Marino, Montana May Have To Make Room For Neil Lomax
(Editor’s Note: This is a reprint of a Dennis Dillon article from the September 23, 1985 edition of The Sporting News)
Over the years, quarterbacks have formed the Ursa Major in the National Football League’s galaxy of stars.
In the 1960s, Johnny Unitas and Bart Starr were the luminaries. Terry Bradshaw, Roger Staubach and Fran Tarkenton shown as brightly as anyone in the next decade. Thus far in the ‘90s, indelible prints have been left by Joe Montana and Dan Marino.

But a new star is rising. He began his ascent gradually, then shot into the constellation last year.
That star is the St.
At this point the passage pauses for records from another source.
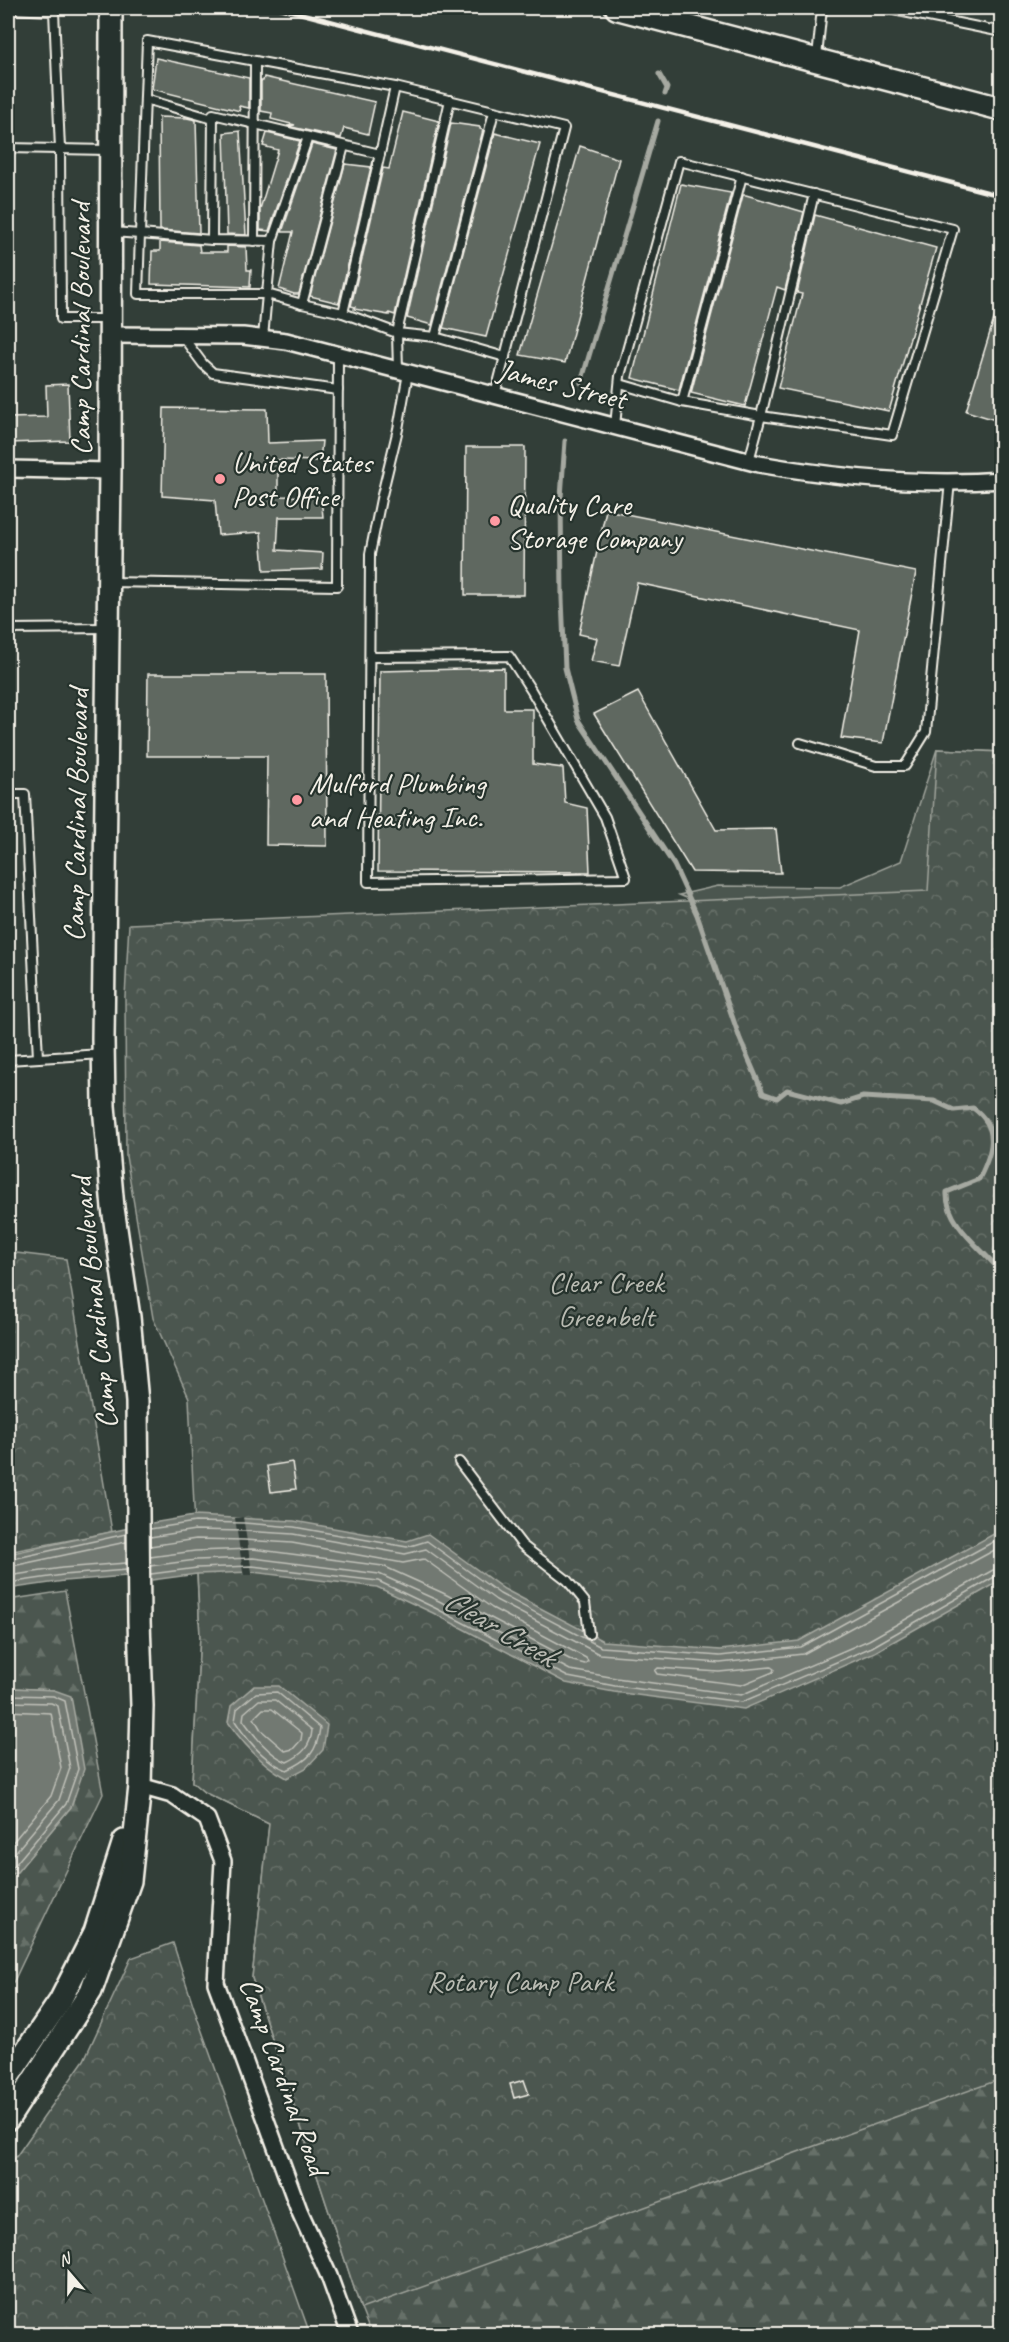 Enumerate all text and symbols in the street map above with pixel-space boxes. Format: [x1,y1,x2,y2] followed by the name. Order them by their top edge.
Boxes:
[61,198,99,455] street label: Camp Cardinal Boulevard
[492,349,633,419] street label: James Street
[232,443,374,515] place label: United States Post Office
[213,472,227,486] marker: United States Post Office
[507,485,685,557] place label: Quality Care Storage Company
[488,514,502,528] marker: Quality Care Storage Company
[55,684,97,942] street label: Camp Cardinal Boulevard
[309,764,488,836] place label: Mulford Plumbing and Heating Inc.
[290,793,304,807] marker: Mulford Plumbing and Heating Inc.
[61,1171,126,1431] street label: Camp Cardinal Boulevard
[549,1263,666,1335] park label: Clear Creek Greenbelt
[436,1579,568,1678] water label: Clear Creek
[427,1962,615,2000] park label: Rotary Camp Park
[231,1972,339,2184] street label: Camp Cardinal Road
[39,2243,99,2303] north arrow
[56,2248,75,2271] text: N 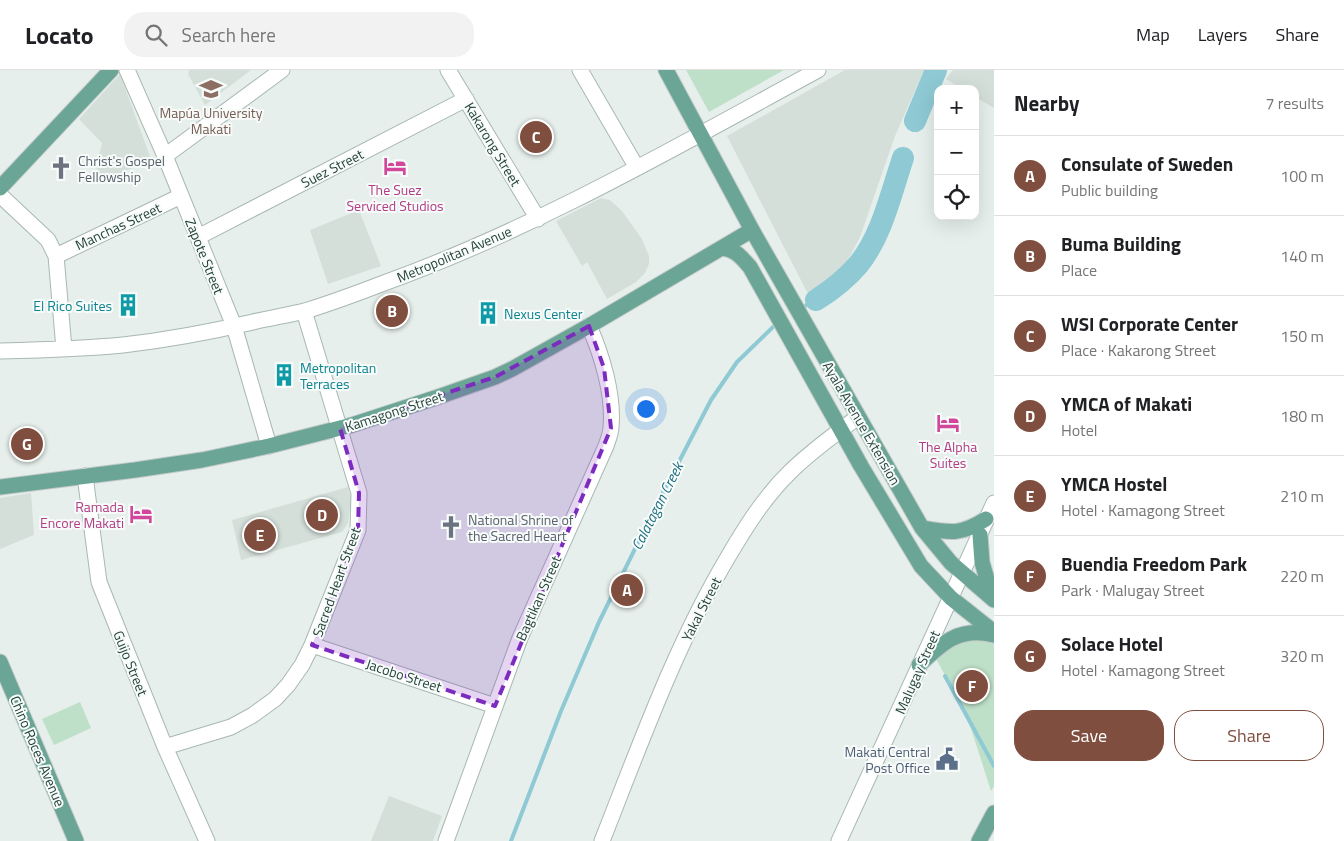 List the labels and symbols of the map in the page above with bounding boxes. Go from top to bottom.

Louis Cardinals’ Neil Lomax, the latest in the NFL’s lineage of passing princes.
Lomax clearly exhibited credentials last season, throwing for 28 touchdowns and 4,614 yards and compiling the NFL’s fourth-best passer rating (92.5). He was fifth in completion percentage (.616) and sixth in yards per attempt (8.24).
Montana and Marino wound up as the leading men in Super Bowl XIX and, afterward, a Pepsi commercial. Lomax then adjourned to less-than-cosmopolitan West Linn, Oregon, where he spent a predominantly quiet off-season clutching golf clubs and fishing rods.
And there’s the disparity. Montana and Marino have become celebrities off the field. Lomax’s star? After the season, it sets rather inconspicuously in the Pacific Northwest.